Some people live at their office. It’s a part of the their lifestyle, similar to how your high school friends were a part of yours. They chat with coworkers, go to lunch together, run an errand and check in with Paul at reception. They might not love their office, but they could if it was nice.

There is a second group of people who are trying to avoid all that. They paused their life in the morning to head out to work. Now they want to finish their work so they can get out of there, and their real life can resume. This group will complain about the efficiency of commuting, about why chitchat around the office is distracting. This group wouldn’t love any office, regardless of the perks.

I think this is the core conflict around office or remote work.

Group Office probably doesn’t know that Group Avoid exists. Because it’s a different world view, they do the same things, but for very different reasons.

Group Avoid is spending a ton of effort trying to work around Group Office. But they’re no more insightful. They might see Group Office as socialising instead of working.

No group is better or worse.
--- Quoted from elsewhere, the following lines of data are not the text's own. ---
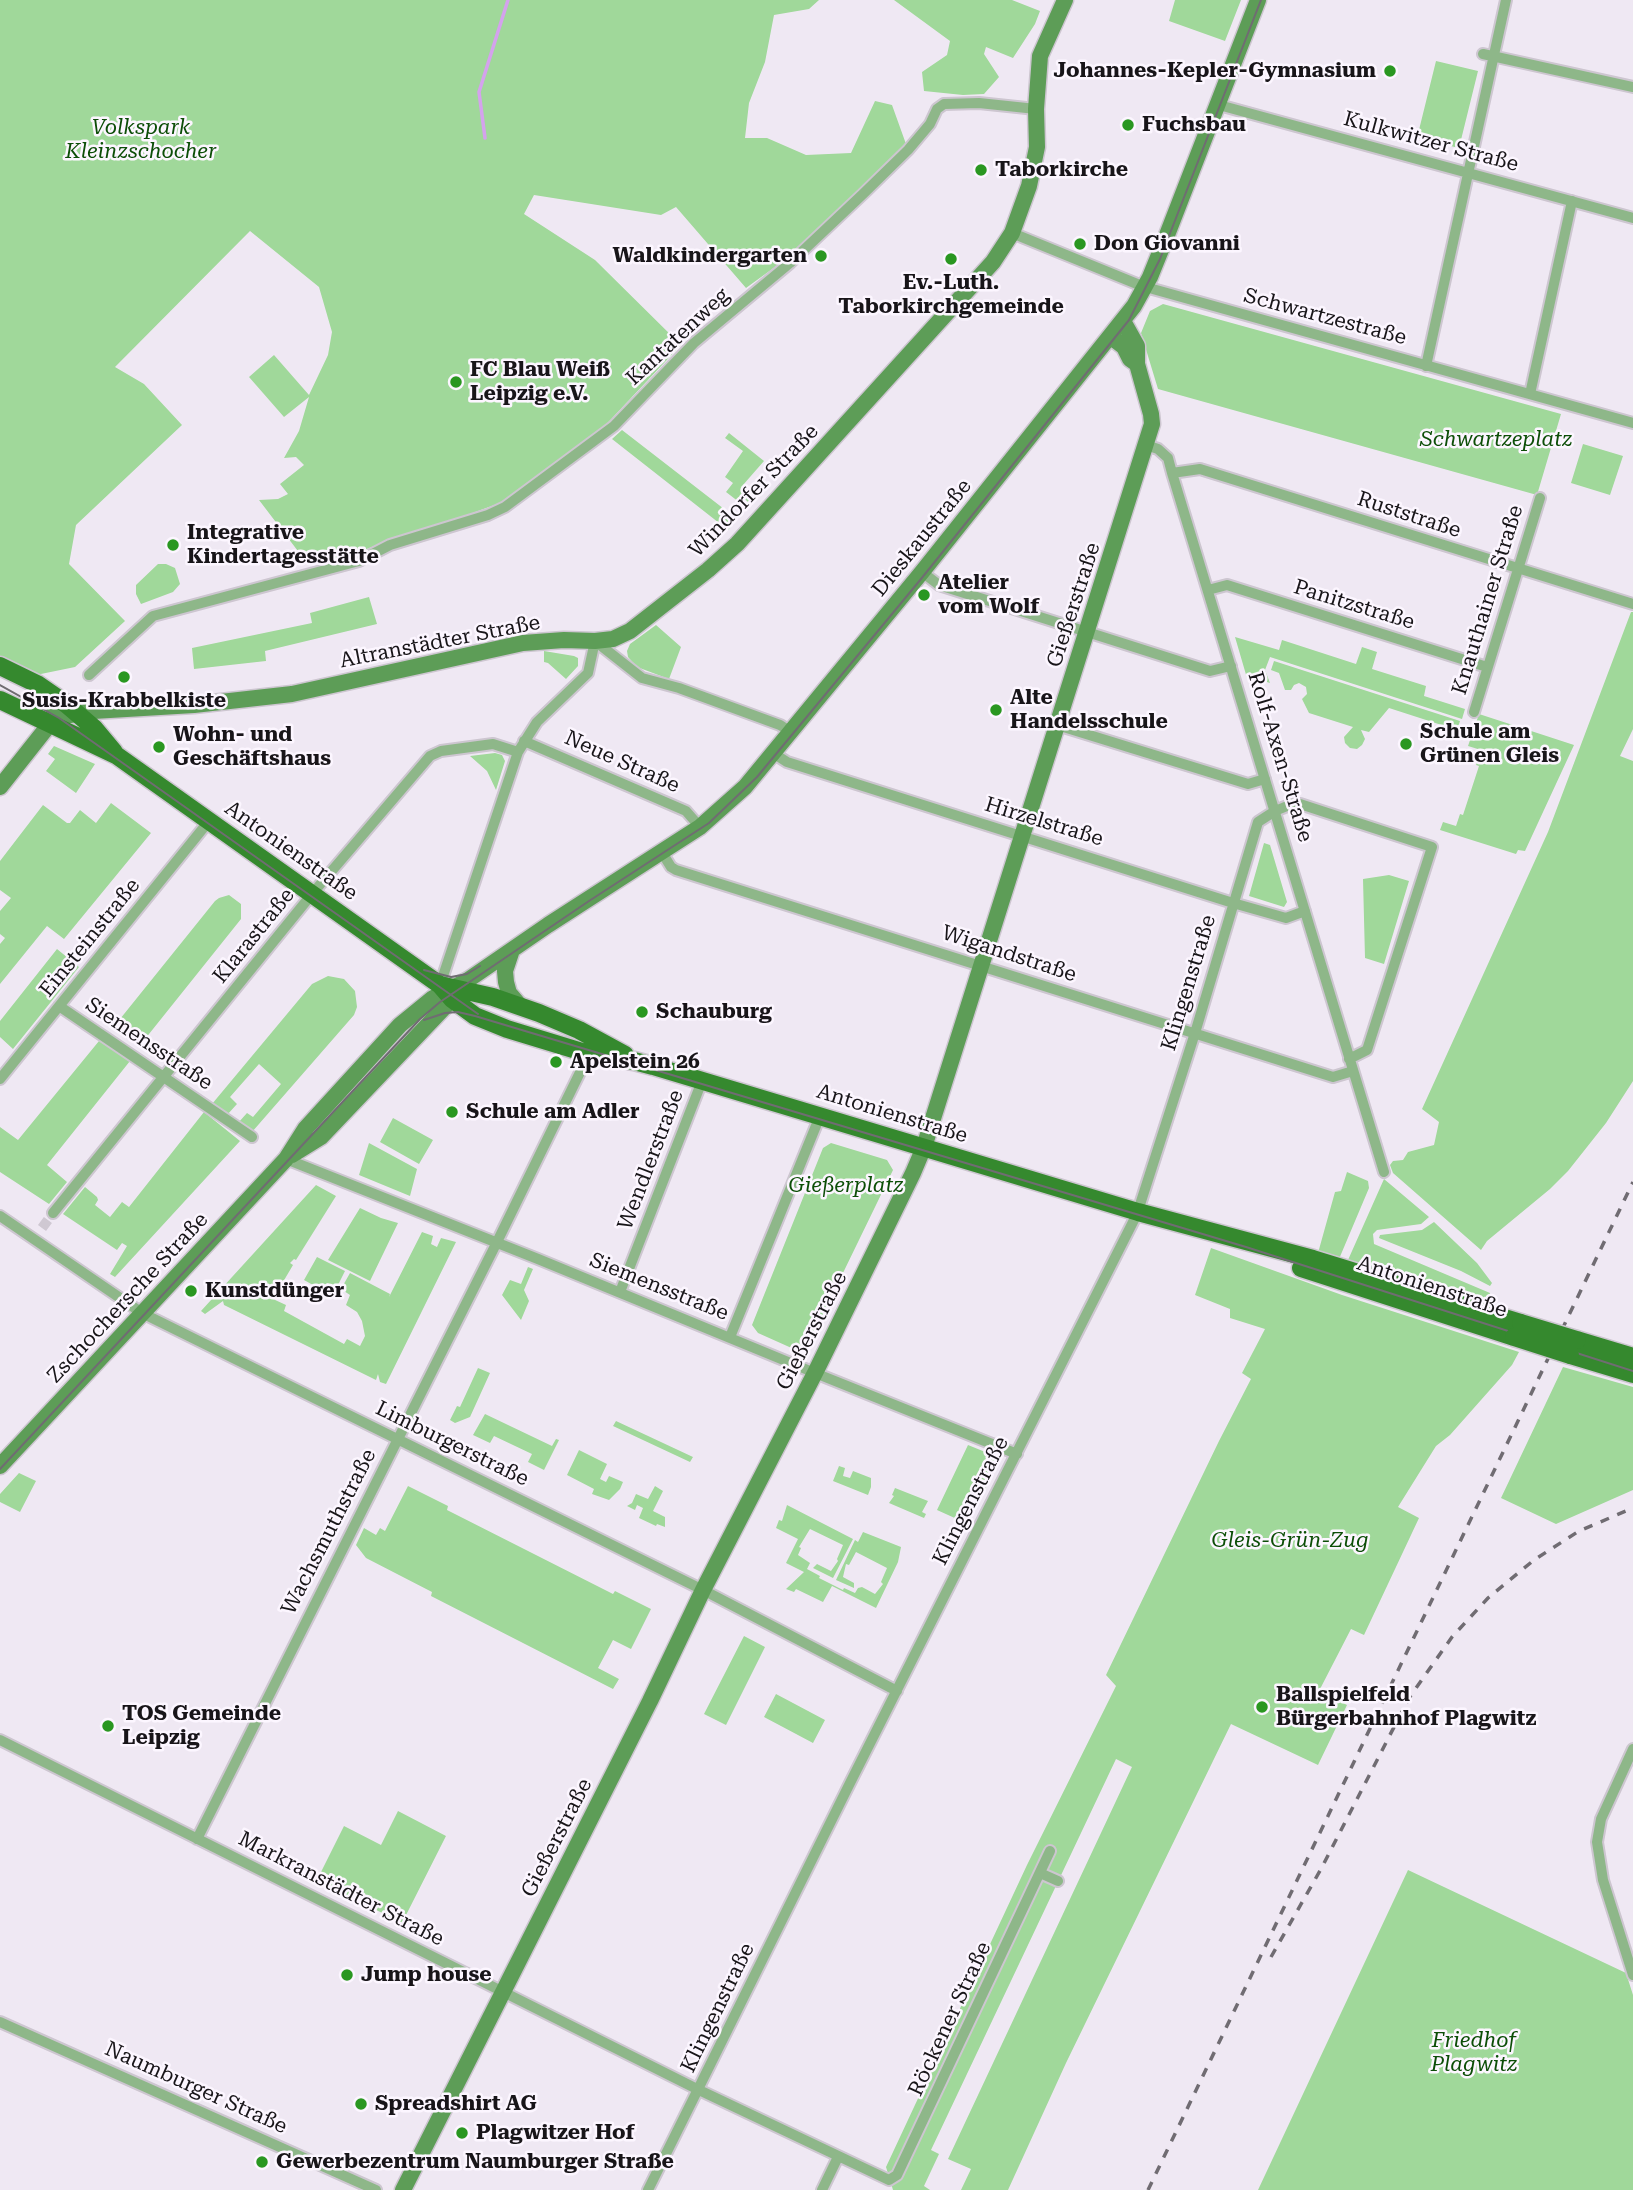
<!DOCTYPE html>
<meta charset="utf-8">
<style>
body{margin:0}
canvas{display:block;background:#efe8f3}
</style>
<canvas width="1633" height="2190"></canvas>
<script>
const ctx = document.querySelector('canvas').getContext('2d');
ctx.lineJoin = 'round';
function fillPath(path, color) {
  ctx.fillStyle = color;
  ctx.fill(path, 'evenodd');
}
function toPath(rows) {
  const path = new Path2D();
  for (const r of rows) {
    path.moveTo(r[0], r[1]);
    for (let i = 2; i < r.length; i += 2) path.lineTo(r[i], r[i + 1]);
  }
  return path;
}
function strokePath(path, color, width, dash) {
  ctx.strokeStyle = color;
  ctx.lineWidth = width;
  ctx.lineCap = dash ? 'butt' : 'round';
  ctx.setLineDash(dash || []);
  ctx.stroke(path);
}
function write(font, color, halo, rows, align = 'center') {
  ctx.font = font + ' "Roboto Serif",serif';
  ctx.lineWidth = 5;
  ctx.setLineDash([]);
  ctx.textBaseline = 'middle';
  ctx.strokeStyle = halo;
  ctx.fillStyle = color;
  for (const [text, x, y, turn = 0] of rows) {
    ctx.save();
    ctx.translate(x, y);
    ctx.rotate((+turn || 0) * Math.PI / 180);
    ctx.textAlign = isNaN(turn) ? turn : align;
    if (halo) ctx.strokeText(text, 0, 0);
    ctx.fillText(text, 0, 0);
    ctx.restore();
  }
}
fillPath(toPath([
 [0,0,819,0,809,9,774,15,765,62,749,103,745,138,767,138,806,155,851,153,875,101,892,105,906,144,878,177,786,259,746,288,676,207,661,215,534,195,524,214,595,260,681,345,599,432,500,503,431,528,402,535,334,562,304,559,259,500,278,499,288,494,280,484,304,465,296,457,284,458,299,431,309,397,284,417,249,377,274,355,309,395,328,355,332,332,319,287,250,231,115,367,144,384,182,425,76,525,69,564,125,621,75,667,36,675,0,659],
 [894,0,1012,0,1040,11,1035,24,1013,58,986,47,984,54,999,77,984,94,963,95,924,91,922,72,947,55,950,41],
 [1175,0,1241,0,1225,41,1169,21],
 [1436,61,1478,71,1459,148,1417,138],
 [1163,304,1561,414,1537,495,1158,389,1141,333,1150,311],
 [622,430,737,519,728,530,612,439],
 [729,433,764,461,743,485,751,491,753,489,759,494,750,504,743,497,739,502,726,492,733,483,725,477,743,451,725,438],
 [1583,444,1623,456,1610,495,1571,483],
 [158,564,166,564,175,568,180,584,173,592,141,604,136,594,136,585],
 [369,597,377,624,265,651,266,661,194,669,192,648,312,623,310,613],
 [1631,612,1633,612,1633,729,1620,756,1633,761,1633,1081,1606,1123,1568,1171,1550,1189,1487,1241,1481,1250,1393,1173,1390,1165,1393,1161,1403,1160,1408,1152,1434,1145,1439,1122,1422,1109,1548,832],
 [656,625,681,647,669,679,637,667,628,657,627,651,630,644],
 [1235,637,1279,650,1282,640,1356,664,1362,647,1377,652,1372,669,1426,686,1424,696,1465,709,1462,719,1270,657,1265,670,1270,683,1267,682,1263,672,1247,678],
 [544,651,574,656,578,658,578,666,566,679,548,663,544,662],
 [1274,661,1460,721,1457,730,1389,708,1369,732,1361,730,1365,739,1362,745,1357,749,1350,748,1345,743,1344,737,1353,727,1309,713,1302,699,1307,694,1306,687,1299,683,1294,685,1291,690,1285,690,1279,673,1271,670],
 [1479,714,1574,745,1525,851,1518,850,1516,854,1440,830,1443,822,1456,826,1460,814,1463,815,1479,766,1476,765,1481,750,1468,746],
 [54,746,95,764,76,793,46,771,55,759,48,754],
 [495,753,502,755,505,761,496,790,487,771,470,756],
 [111,803,151,833,64,939,47,926,0,984,0,944,5,938,0,934,0,911,11,898,0,890,0,861,43,805,67,823,70,823,80,810,96,823],
 [1264,843,1270,845,1287,902,1284,907,1249,896],
 [1389,875,1409,881,1384,964,1365,958,1363,879],
 [229,895,241,904,241,919,141,1044,116,1024,215,901,219,898],
 [57,949,79,967,13,1049,0,1037,0,1021],
 [328,976,344,979,355,991,357,1007,354,1015,252,1132,238,1123,247,1113,253,1117,281,1084,259,1064,230,1097,237,1104,227,1115,212,1104,312,984],
 [99,1041,130,1061,47,1165,67,1182,49,1204,0,1172,0,1127,18,1140],
 [204,1112,240,1141,115,1277,110,1274,127,1246,122,1243,117,1250,63,1214,85,1187,97,1197,98,1200,95,1205,110,1217,122,1202,129,1207],
 [393,1118,433,1140,419,1164,380,1142],
 [369,1143,417,1169,410,1196,359,1175],
 [831,1143,887,1160,893,1170,807,1347,796,1350,758,1333,752,1325,823,1148],
 [1347,1172,1368,1181,1369,1188,1339,1259,1318,1253,1335,1192,1341,1191],
 [1384,1179,1429,1217,1421,1224,1377,1230,1373,1234,1374,1244,1490,1293,1491,1300,1399,1273,1348,1260],
 [316,1185,336,1196,296,1260,294,1259,290,1263,293,1265,273,1299,286,1305,284,1311,344,1344,347,1339,360,1346,365,1336,362,1321,357,1312,346,1305,350,1295,341,1289,350,1273,390,1294,389,1297,422,1232,433,1236,431,1244,437,1247,441,1238,456,1242,386,1384,380,1382,378,1374,376,1380,224,1305,223,1301,205,1314,201,1311],
 [360,1208,381,1218,398,1223,370,1281,328,1260],
 [1434,1222,1477,1263,1492,1283,1490,1286,1461,1271,1379,1238,1380,1235,1422,1230],
 [1211,1248,1342,1295,1519,1352,1512,1365,1450,1435,1436,1446,1398,1507,1419,1518,1364,1635,1351,1629,1319,1691,1347,1705,1318,1765,1231,1724,1066,2063,1008,2190,961,2190,971,2169,948,2159,1131,1769,1132,1767,1116,1759,931,2150,939,2154,924,2186,930,2190,893,2190,886,2167,1027,1865,1116,1686,1106,1675,1219,1441,1251,1379,1242,1373,1265,1329,1230,1318,1230,1309,1195,1295],
 [317,1257,345,1271,337,1287,327,1283,322,1290,304,1280],
 [528,1267,533,1269,524,1290,529,1301,521,1320,502,1295,510,1280,521,1284],
 [1563,1367,1633,1387,1633,1490,1556,1524,1501,1498],
 [478,1368,490,1373,470,1417,455,1423,450,1420,457,1406,460,1407],
 [485,1414,552,1446,556,1439,559,1440,544,1470,528,1462,532,1454,494,1436,490,1443,473,1435],
 [616,1421,693,1457,690,1462,613,1426],
 [968,1445,1000,1458,968,1524,937,1510],
 [579,1450,607,1464,600,1479,606,1482,609,1476,623,1482,620,1489,609,1500,592,1494,594,1489,567,1475],
 [839,1466,845,1468,843,1476,850,1478,853,1471,871,1478,871,1487,868,1495,833,1481],
 [19,1473,36,1481,20,1512,0,1502,0,1494],
 [408,1486,448,1506,447,1510,613,1594,615,1591,651,1609,631,1649,613,1640,598,1668,619,1679,613,1689,431,1596,432,1592,366,1558,356,1545,364,1528,376,1535,380,1528,385,1531],
 [655,1486,663,1491,653,1511,665,1517,665,1527,657,1524,656,1526,639,1518,643,1508,637,1505,635,1510,627,1506,632,1503,636,1494,648,1499],
 [895,1488,928,1501,922,1512,926,1514,924,1518,889,1503,894,1496,892,1495],
 [787,1505,853,1539,833,1578,813,1568,817,1564,831,1571,838,1561,837,1559,843,1545,810,1529,799,1547,801,1548,798,1555,810,1563,807,1569,820,1576,819,1578,843,1590,844,1588,855,1593,858,1588,862,1587,875,1594,883,1584,881,1582,887,1568,856,1552,849,1565,846,1564,843,1577,854,1583,854,1588,836,1580,855,1540,858,1542,863,1532,901,1547,898,1562,876,1608,832,1586,823,1602,796,1589,794,1592,786,1589,804,1572,786,1563,798,1539,776,1528,779,1520,782,1521],
 [744,1636,765,1647,726,1725,704,1714],
 [776,1694,825,1720,813,1743,764,1717],
 [398,1811,446,1836,402,1923,317,1880,344,1826,381,1845],
 [1408,1870,1626,1973,1633,1995,1633,2190,1258,2190]
]), '#a0d89a');
strokePath(toPath([
 [485,138,479,92,508,0]
]), '#d4a2ed', 3.5);
strokePath(toPath([
 [42,1228,53,1213]
]), '#cfc8d2', 10, [10, 5]);
const street = toPath([
 [1483,54,1633,87],
 [1219,105,1633,218],
 [1012,233,1142,286,1633,423],
 [1426,366,1506,0],
 [1530,394,1572,201],
 [1146,445,1158,449,1168,458,1172,473,1384,1172],
 [1172,473,1200,469,1633,604],
 [922,572,939,585,1210,671,1231,666],
 [1208,590,1227,585,1487,667],
 [89,675,153,616,359,561,390,545,488,515,505,507,614,426,694,343,790,263,863,194,908,150,930,124,937,109,944,104,979,103,1036,109],
 [1474,712,1540,498],
 [1057,725,1248,784,1265,779],
 [524,741,686,811,700,827],
 [773,753,787,762,1233,903,1286,918,1305,911],
 [661,851,671,867,676,870,1333,1077,1353,1071],
 [440,985,518,752,537,722,588,673,595,641,642,678,679,688,780,725,791,732],
 [59,1006,252,1137],
 [0,1079,209,821],
 [286,1159,538,1259,815,1373,1017,1454],
 [53,1213,312,894,430,756,441,751,493,744,518,752],
 [0,1216,142,1313,703,1590,897,1691],
 [620,1292,702,1081],
 [730,1337,820,1116],
 [0,1740,699,2090,889,2180,897,2175,1050,1851],
 [1633,1749,1601,1819,1597,1842,1603,1880,1633,1975],
 [197,1839,497,1242,589,1054],
 [1040,1873,1058,1881],
 [0,2022,376,2190],
 [648,2190,851,1781,1137,1214,1195,1033,1258,822,1275,811,1292,804,1300,804,1432,847,1367,1050,1349,1059],
 [822,2190,838,2157]
]);
const secondary = toPath([
 [1111,337,1124,347,1130,359,1137,364],
 [49,725,64,716,93,711,194,705,292,694,523,643,564,640,595,641,613,639,630,631,708,570,737,544,993,262,1012,233,1029,186,1037,147,1036,109,1040,56,1065,0],
 [0,787,49,725,55,710,53,695],
 [512,950,505,971,506,982,509,993,521,1007],
 [292,1155,321,1137,460,991],
 [0,1466,286,1159,305,1129,400,1025,433,998,468,980,548,925,700,827,745,787,922,572,1134,306,1150,277,1167,235,1258,0],
 [403,2190,650,1701,703,1590,815,1373,913,1173,924,1147,1152,424,1151,414,1137,364,1137,346,1123,321]
]);
const primary = toPath([
 [0,666,37,684,66,704,94,728,114,752],
 [0,700,116,755,440,985,452,999,475,1016,507,1029,589,1054,634,1061,653,1066,1138,1212,1313,1259,1521,1323],
 [440,985,493,997,539,1013,579,1030,625,1055],
 [1301,1268,1514,1337],
 [1577,1340,1633,1357],
 [1570,1355,1633,1374]
]);
strokePath(street, '#cdc6d0', 14);
strokePath(secondary, '#cdc6d0', 19);
strokePath(primary, '#cdc6d0', 21);
strokePath(street, '#8eb789', 10);
strokePath(secondary, '#5d9d57', 16);
strokePath(primary, '#35892e', 18);
strokePath(toPath([
 [0,685,59,718,478,1014],
 [424,970,451,977,467,974,480,966],
 [424,1020,445,1013,458,1012,475,1016,1246,1247,1633,1371],
 [0,1469,420,1019,440,1002,589,901,709,823,757,777,921,579,1129,320,1160,259,1261,0]
]), '#706c72', 2);
strokePath(toPath([
 [1271,1957,1321,1869,1409,1698,1452,1637,1488,1598,1534,1560,1579,1531,1633,1508],
 [1148,2190,1633,1182]
]), '#706c72', 3.5, [9, 9]);
const primaryBridge = toPath([
 [1521,1323,1577,1340],
 [1514,1337,1570,1355]
]);
strokePath(primaryBridge, '#cdc6d0', 21, []);
strokePath(primaryBridge, '#35892e', 18);
for (const [x, y, r, color] of [
 [1390,71,7,"#2a9721"],
 [1128,125,7,"#2a9721"],
 [981,170,7,"#2a9721"],
 [1080,244,7,"#2a9721"],
 [821,256,7,"#2a9721"],
 [951,259,7,"#2a9721"],
 [456,382,7,"#2a9721"],
 [173,545,7,"#2a9721"],
 [924,595,7,"#2a9721"],
 [124,677,7,"#2a9721"],
 [996,710,7,"#2a9721"],
 [1406,744,7,"#2a9721"],
 [159,747,7,"#2a9721"],
 [642,1012,7,"#2a9721"],
 [556,1062,7,"#2a9721"],
 [452,1112,7,"#2a9721"],
 [191,1291,7,"#2a9721"],
 [1262,1707,7,"#2a9721"],
 [108,1726,7,"#2a9721"],
 [347,1975,7,"#2a9721"],
 [361,2104,7,"#2a9721"],
 [462,2133,7,"#2a9721"],
 [262,2162,7,"#2a9721"]
]) {
  const dot = new Path2D();
  dot.arc(x, y, r, 0, 2 * Math.PI);
  ctx.fillStyle = color;
  ctx.fill(dot);
  strokePath(dot, '#fcf6ff', 2.5);
}
write('bold 21px', '#181519', '#fcf6ff', [
 ["Johannes-Kepler-Gymnasium",1376,71,"right"],
 ["Fuchsbau",1142,125],
 ["Taborkirche",995,170],
 ["Don Giovanni",1094,244],
 ["Waldkindergarten",807,256,"right"],
 ["Ev.-Luth.",951,283,"center"],
 ["Taborkirchgemeinde",951,307,"center"],
 ["FC Blau Weiß",470,370],
 ["Leipzig e.V.",470,394],
 ["Integrative",187,533],
 ["Kindertagesstätte",187,557],
 ["Atelier",938,583],
 ["vom Wolf",938,607],
 ["Alte",1010,698],
 ["Handelsschule",1010,722],
 ["Susis-Krabbelkiste",124,701,"center"],
 ["Schule am",1420,732],
 ["Grünen Gleis",1420,756],
 ["Wohn- und",173,735],
 ["Geschäftshaus",173,759],
 ["Schauburg",656,1012],
 ["Apelstein 26",570,1062],
 ["Schule am Adler",466,1112],
 ["Kunstdünger",205,1291],
 ["Ballspielfeld",1276,1695],
 ["Bürgerbahnhof Plagwitz",1276,1719],
 ["TOS Gemeinde",122,1714],
 ["Leipzig",122,1738],
 ["Jump house",361,1975],
 ["Spreadshirt AG",375,2104],
 ["Plagwitzer Hof",476,2133],
 ["Gewerbezentrum Naumburger Straße",276,2162]
], 'left');
write('italic 21px', '#0c4e07', '#fcf6ff', [
 ["Volkspark",141,128],
 ["Kleinzschocher",141,152],
 ["Schwartzeplatz",1496,440],
 ["Gießerplatz",846,1186],
 ["Gleis-Grün-Zug",1290,1541],
 ["Friedhof",1474,2041],
 ["Plagwitz",1474,2065]
]);
write('21px', '#181519', '#fcf6ff', [
 ["Kulkwitzer Straße",1431,142,15],
 ["Schwartzestraße",1325,317,15],
 ["Kantatenweg",678,337,-43],
 ["Windorfer Straße",754,491,-46],
 ["Ruststraße",1409,515,18],
 ["Dieskaustraße",922,538,-51],
 ["Knauthainer Straße",1488,600,-73],
 ["Gießerstraße",1074,605,-72],
 ["Panitzstraße",1354,605,17],
 ["Altranstädter Straße",440,642,-11],
 ["Rolf-Axen-Straße",1280,757,73],
 ["Neue Straße",622,762,24],
 ["Hirzelstraße",1044,822,17],
 ["Antonienstraße",291,851,35],
 ["Klarastraße",254,936,-51],
 ["Einsteinstraße",90,938,-51],
 ["Wigandstraße",1009,954,18],
 ["Klingenstraße",1189,983,-73],
 ["Siemensstraße",149,1044,34],
 ["Antonienstraße",892,1114,17],
 ["Wendlerstraße",651,1160,-69],
 ["Siemensstraße",659,1287,22],
 ["Antonienstraße",1432,1287,18],
 ["Zschochersche Straße",128,1298,-47],
 ["Gießerstraße",812,1331,-63],
 ["Limburgerstraße",452,1444,26],
 ["Klingenstraße",971,1501,-63],
 ["Wachsmuthstraße",329,1532,-63],
 ["Gießerstraße",557,1838,-63],
 ["Markranstädter Straße",341,1889,27],
 ["Klingenstraße",718,2008,-64],
 ["Röckener Straße",950,2019,-65],
 ["Naumburger Straße",196,2088,24]
]);
</script>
They just different world views.

Traditionally everyone found themselves in Group Office, because while you might’ve had friends outside work, work took up most of your life and very few had project based jobs. So you eventually ended up bonding, or finding a new job.

But today with the internet, you might have a much stronger social cohesion and lifestyle adaption around some other social group. And all jobs are just temporary anyway, right?..

Over the next few years I believe we will see a grand migration from the work “campuses” to the swarms of freelancers as less people identify with Group Office.

This behaviour will look borderline crazy to the people living in Group Office. And the Office vs Remote work discussion will rage on and on. Ever larger corporations purchasing research from McKinsey about how offices are wonderful. Ever more self help books about how water cooler talk kills productivity.

Both groups completely missing the point of the other one.